There was n = 4 participants who had abnormal HR/BP in their LTs. One participant had a systolic BP drop of greater than 20 mmHg, one participant had an increase of 30 bpm from lying. Two participants had persistent tachycardia above 120 bpm, these participants did not have autonomic symptoms, and tachycardia was not an exclusion criterion. All 4 participants were all asymptomatic during the LT.
We calculated changes in HR and BP, comparing gender and ethnic groups, and did not find any significant differences. HR and BP were not affected in patients taking ramipril or salbutamol.
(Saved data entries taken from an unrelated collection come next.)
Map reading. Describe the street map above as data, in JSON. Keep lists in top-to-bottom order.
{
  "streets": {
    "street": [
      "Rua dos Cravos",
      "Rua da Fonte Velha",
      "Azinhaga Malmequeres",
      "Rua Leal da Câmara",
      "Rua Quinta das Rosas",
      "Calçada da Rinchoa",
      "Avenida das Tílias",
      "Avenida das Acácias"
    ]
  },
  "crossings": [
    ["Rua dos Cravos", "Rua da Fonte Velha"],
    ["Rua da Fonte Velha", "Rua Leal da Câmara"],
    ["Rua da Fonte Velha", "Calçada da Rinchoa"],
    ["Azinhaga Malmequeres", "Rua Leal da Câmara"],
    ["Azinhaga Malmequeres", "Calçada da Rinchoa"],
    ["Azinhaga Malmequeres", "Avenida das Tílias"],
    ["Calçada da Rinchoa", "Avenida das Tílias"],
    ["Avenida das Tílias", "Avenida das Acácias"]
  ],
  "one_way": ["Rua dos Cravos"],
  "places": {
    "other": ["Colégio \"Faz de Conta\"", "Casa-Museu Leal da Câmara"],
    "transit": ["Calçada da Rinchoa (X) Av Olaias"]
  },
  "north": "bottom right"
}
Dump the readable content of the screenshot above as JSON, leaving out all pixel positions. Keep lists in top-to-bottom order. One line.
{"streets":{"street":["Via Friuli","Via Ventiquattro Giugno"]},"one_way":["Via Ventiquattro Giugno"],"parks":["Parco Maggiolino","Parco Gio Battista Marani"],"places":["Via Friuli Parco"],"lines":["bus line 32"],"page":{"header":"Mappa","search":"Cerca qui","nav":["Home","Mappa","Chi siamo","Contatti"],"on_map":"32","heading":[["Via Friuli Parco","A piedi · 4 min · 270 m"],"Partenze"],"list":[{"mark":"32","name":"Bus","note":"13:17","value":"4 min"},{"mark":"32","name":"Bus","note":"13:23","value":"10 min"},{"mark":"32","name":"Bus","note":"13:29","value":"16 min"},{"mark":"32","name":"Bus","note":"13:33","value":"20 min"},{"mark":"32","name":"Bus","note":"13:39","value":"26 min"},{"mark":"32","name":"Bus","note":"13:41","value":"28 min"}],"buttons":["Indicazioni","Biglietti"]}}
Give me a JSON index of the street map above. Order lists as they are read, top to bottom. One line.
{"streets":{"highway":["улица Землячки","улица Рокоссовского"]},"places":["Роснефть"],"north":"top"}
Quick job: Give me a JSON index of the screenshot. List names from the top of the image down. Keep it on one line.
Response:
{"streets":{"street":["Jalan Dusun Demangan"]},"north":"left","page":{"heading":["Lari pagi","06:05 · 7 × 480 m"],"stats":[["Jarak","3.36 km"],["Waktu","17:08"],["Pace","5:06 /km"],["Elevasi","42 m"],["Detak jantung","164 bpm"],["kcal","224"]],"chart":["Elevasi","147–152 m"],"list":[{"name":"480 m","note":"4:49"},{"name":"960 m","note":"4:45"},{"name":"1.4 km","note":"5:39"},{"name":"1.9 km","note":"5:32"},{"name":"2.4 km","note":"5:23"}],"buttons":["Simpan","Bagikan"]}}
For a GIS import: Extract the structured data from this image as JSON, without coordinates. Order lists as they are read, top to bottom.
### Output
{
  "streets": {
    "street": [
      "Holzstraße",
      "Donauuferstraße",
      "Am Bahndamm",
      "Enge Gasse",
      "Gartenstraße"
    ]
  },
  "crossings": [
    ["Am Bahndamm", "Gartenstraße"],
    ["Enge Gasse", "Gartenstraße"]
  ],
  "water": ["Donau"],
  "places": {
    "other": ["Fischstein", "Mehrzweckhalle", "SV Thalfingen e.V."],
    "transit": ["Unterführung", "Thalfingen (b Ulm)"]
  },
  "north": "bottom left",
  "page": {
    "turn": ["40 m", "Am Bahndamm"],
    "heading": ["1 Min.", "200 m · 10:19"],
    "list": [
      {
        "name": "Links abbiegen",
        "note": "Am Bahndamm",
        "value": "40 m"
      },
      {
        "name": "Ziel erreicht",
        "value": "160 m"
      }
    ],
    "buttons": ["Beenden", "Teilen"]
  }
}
Orthostatic increases in HR during the LT are shown in Figure 2. Mean HR increased immediately upon standing to 7.0 bpm above baseline. This initial HR increase diminished progressively over the 10-min standing period. A slight plateau was observed between 4 and 8 min with values ranging from 5.9 to 6.1 bpm above baseline. The HR increase reached its end at 4.8 bpm. The time course demonstrates an initial compensatory HR increase followed by partial recovery but with sustained elevation compared to supine values throughout the test duration.
Graph showing mean heart rate change from supine at 1, 2, 4, 6, 8, and 10 min. Standard error bars.
Blood pressure responses to orthostatic challenge are presented in Figure 3. Both systolic and diastolic BP exhibited immediate increases upon standing, with systolic BP showing a greater magnitude of change, 6.7 mmHg, compared to diastolic BP, 4.2 mmHg. The BP increases progressively decrease over the 10-min standing period, with more pronounced declines observed in the early phase (0–3 min) than in the late phase (4–10 min). By test conclusion, systolic BP was at 2.4 mmHg above baseline, while diastolic BP showed similar values at 2.2 mmHg above baseline. The convergence of systolic BP and diastolic BP increases at approximately 4 min. Like HR, BP has an initial increase, followed by a decline and plateau, always remaining above baseline.
Graph showing mean systolic blood pressure and diastolic blood pressure change from supine at 1, 2, 4, 6, 8 and 10 min. Standard error bars.
Discussion
As far as we are aware, this is the first paper within academic literature to conduct LTs on a cohort without orthostatic intolerance symptoms to attain values and understanding of what is to be expected. The assumption from this is that the finding of a negative LT would help exclude OI in a patient. Normally, standing upright can lead to venous pooling subsequently reducing venous return and cardiac output, resulting in a fall in BP. Subsequently, this stimulates arterial baroreceptors with parallel activation and deactivation of sympathetic and parasympathetic nervous systems, respectively. This compensatory autonomic response restores BP within seconds through vasoconstriction and increased HR (37).
Compared with other cohorts for LTs, the largest group is the healthy population from the study by Lee et al. (34) with a population size of n = 50. The gender distribution was similar [64% female in the Lee et al. (34) study and 61.6% in this study]. The ethnic distribution was similar for the White category in both studies (62%), although differences were evident in the distribution of other ethnicities, particularly in the Mixed/Multiple category [28% in Lee et al. (34) study compared to 9.8% in this study]. The average BMI was nearly identical between the two cohorts [25 ± 5 kg/m^2^ in the Lee et al. (34) study and 24.8 ± 4.0 kg/m^2^ in this study]. However, there was a notable distinction in the age distribution, with Lee et al.’s (34) population being significantly older on average (48 ± 16 years) compared to this study (35.3 ± 15.1 years). The prevalence of pre-existing conditions also differed [12% in Lee et al. (34) study versus 30.6% in this study]. Hypertension was present in similar proportions [6% in Lee et al. (34) study and 3.6% in this study]. This study therefore provided a comparative normative data in a younger population that is needed while managing younger adults with OI.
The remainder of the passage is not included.